→ Directions:
Below are records to be reproduced exactly and in full.
********************
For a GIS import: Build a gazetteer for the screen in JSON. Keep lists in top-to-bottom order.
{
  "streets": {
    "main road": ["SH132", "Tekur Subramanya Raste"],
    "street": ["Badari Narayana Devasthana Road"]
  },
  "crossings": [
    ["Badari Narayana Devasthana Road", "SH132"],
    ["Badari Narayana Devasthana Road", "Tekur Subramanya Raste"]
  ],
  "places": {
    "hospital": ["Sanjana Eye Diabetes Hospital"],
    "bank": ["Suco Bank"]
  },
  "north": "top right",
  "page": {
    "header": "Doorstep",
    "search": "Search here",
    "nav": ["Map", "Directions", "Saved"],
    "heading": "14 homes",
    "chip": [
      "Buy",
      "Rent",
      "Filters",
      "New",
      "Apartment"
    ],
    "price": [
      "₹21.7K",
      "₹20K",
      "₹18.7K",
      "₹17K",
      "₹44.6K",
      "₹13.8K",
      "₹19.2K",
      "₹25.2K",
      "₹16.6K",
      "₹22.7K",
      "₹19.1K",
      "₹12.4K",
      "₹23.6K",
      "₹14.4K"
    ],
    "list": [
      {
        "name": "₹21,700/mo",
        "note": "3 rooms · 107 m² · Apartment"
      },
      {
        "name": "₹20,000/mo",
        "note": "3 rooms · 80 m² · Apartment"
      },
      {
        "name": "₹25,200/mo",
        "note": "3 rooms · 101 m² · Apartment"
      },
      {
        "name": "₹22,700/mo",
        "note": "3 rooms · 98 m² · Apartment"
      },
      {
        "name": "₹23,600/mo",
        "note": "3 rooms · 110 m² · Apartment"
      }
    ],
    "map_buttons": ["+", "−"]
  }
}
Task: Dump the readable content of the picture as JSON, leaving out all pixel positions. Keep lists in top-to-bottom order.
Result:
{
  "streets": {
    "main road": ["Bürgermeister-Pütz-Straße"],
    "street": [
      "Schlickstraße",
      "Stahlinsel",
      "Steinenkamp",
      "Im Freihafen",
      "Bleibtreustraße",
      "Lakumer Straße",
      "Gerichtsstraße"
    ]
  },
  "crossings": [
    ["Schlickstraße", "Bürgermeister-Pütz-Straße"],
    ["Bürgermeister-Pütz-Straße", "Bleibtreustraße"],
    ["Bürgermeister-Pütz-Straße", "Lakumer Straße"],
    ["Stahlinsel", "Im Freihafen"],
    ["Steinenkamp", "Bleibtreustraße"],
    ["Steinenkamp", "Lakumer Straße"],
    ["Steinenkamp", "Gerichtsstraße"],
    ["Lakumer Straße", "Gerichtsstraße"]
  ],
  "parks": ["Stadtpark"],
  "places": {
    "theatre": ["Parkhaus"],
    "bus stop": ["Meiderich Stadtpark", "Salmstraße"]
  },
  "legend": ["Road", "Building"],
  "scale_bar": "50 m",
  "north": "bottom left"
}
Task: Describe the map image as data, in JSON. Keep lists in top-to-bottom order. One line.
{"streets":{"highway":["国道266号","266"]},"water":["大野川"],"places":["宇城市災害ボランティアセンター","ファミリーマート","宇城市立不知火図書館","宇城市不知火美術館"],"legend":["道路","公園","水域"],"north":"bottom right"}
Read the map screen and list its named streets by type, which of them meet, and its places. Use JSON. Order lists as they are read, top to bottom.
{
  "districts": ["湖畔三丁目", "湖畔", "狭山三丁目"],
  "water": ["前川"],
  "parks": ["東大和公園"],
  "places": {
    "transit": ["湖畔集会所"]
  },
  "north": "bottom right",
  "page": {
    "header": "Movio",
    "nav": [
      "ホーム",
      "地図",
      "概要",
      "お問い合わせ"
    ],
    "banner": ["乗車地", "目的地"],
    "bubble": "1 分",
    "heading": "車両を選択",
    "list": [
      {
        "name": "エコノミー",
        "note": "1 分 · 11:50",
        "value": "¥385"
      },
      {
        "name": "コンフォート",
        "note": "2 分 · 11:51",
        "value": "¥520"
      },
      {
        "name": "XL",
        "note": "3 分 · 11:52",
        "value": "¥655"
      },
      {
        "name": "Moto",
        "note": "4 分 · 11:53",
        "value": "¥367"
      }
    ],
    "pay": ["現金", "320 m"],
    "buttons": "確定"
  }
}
********************
→ Written answer:
For a GIS import: Build a gazetteer for the screen in JSON. Keep lists in top-to-bottom order.
{
  "streets": {
    "main road": ["SH132", "Tekur Subramanya Raste"],
    "street": ["Badari Narayana Devasthana Road"]
  },
  "crossings": [
    ["Badari Narayana Devasthana Road", "SH132"],
    ["Badari Narayana Devasthana Road", "Tekur Subramanya Raste"]
  ],
  "places": {
    "hospital": ["Sanjana Eye Diabetes Hospital"],
    "bank": ["Suco Bank"]
  },
  "north": "top right",
  "page": {
    "header": "Doorstep",
    "search": "Search here",
    "nav": ["Map", "Directions", "Saved"],
    "heading": "14 homes",
    "chip": [
      "Buy",
      "Rent",
      "Filters",
      "New",
      "Apartment"
    ],
    "price": [
      "₹21.7K",
      "₹20K",
      "₹18.7K",
      "₹17K",
      "₹44.6K",
      "₹13.8K",
      "₹19.2K",
      "₹25.2K",
      "₹16.6K",
      "₹22.7K",
      "₹19.1K",
      "₹12.4K",
      "₹23.6K",
      "₹14.4K"
    ],
    "list": [
      {
        "name": "₹21,700/mo",
        "note": "3 rooms · 107 m² · Apartment"
      },
      {
        "name": "₹20,000/mo",
        "note": "3 rooms · 80 m² · Apartment"
      },
      {
        "name": "₹25,200/mo",
        "note": "3 rooms · 101 m² · Apartment"
      },
      {
        "name": "₹22,700/mo",
        "note": "3 rooms · 98 m² · Apartment"
      },
      {
        "name": "₹23,600/mo",
        "note": "3 rooms · 110 m² · Apartment"
      }
    ],
    "map_buttons": ["+", "−"]
  }
}
Task: Dump the readable content of the picture as JSON, leaving out all pixel positions. Keep lists in top-to-bottom order.
Result:
{
  "streets": {
    "main road": ["Bürgermeister-Pütz-Straße"],
    "street": [
      "Schlickstraße",
      "Stahlinsel",
      "Steinenkamp",
      "Im Freihafen",
      "Bleibtreustraße",
      "Lakumer Straße",
      "Gerichtsstraße"
    ]
  },
  "crossings": [
    ["Schlickstraße", "Bürgermeister-Pütz-Straße"],
    ["Bürgermeister-Pütz-Straße", "Bleibtreustraße"],
    ["Bürgermeister-Pütz-Straße", "Lakumer Straße"],
    ["Stahlinsel", "Im Freihafen"],
    ["Steinenkamp", "Bleibtreustraße"],
    ["Steinenkamp", "Lakumer Straße"],
    ["Steinenkamp", "Gerichtsstraße"],
    ["Lakumer Straße", "Gerichtsstraße"]
  ],
  "parks": ["Stadtpark"],
  "places": {
    "theatre": ["Parkhaus"],
    "bus stop": ["Meiderich Stadtpark", "Salmstraße"]
  },
  "legend": ["Road", "Building"],
  "scale_bar": "50 m",
  "north": "bottom left"
}
Task: Describe the map image as data, in JSON. Keep lists in top-to-bottom order. One line.
{"streets":{"highway":["国道266号","266"]},"water":["大野川"],"places":["宇城市災害ボランティアセンター","ファミリーマート","宇城市立不知火図書館","宇城市不知火美術館"],"legend":["道路","公園","水域"],"north":"bottom right"}
Read the map screen and list its named streets by type, which of them meet, and its places. Use JSON. Order lists as they are read, top to bottom.
{
  "districts": ["湖畔三丁目", "湖畔", "狭山三丁目"],
  "water": ["前川"],
  "parks": ["東大和公園"],
  "places": {
    "transit": ["湖畔集会所"]
  },
  "north": "bottom right",
  "page": {
    "header": "Movio",
    "nav": [
      "ホーム",
      "地図",
      "概要",
      "お問い合わせ"
    ],
    "banner": ["乗車地", "目的地"],
    "bubble": "1 分",
    "heading": "車両を選択",
    "list": [
      {
        "name": "エコノミー",
        "note": "1 分 · 11:50",
        "value": "¥385"
      },
      {
        "name": "コンフォート",
        "note": "2 分 · 11:51",
        "value": "¥520"
      },
      {
        "name": "XL",
        "note": "3 分 · 11:52",
        "value": "¥655"
      },
      {
        "name": "Moto",
        "note": "4 分 · 11:53",
        "value": "¥367"
      }
    ],
    "pay": ["現金", "320 m"],
    "buttons": "確定"
  }
}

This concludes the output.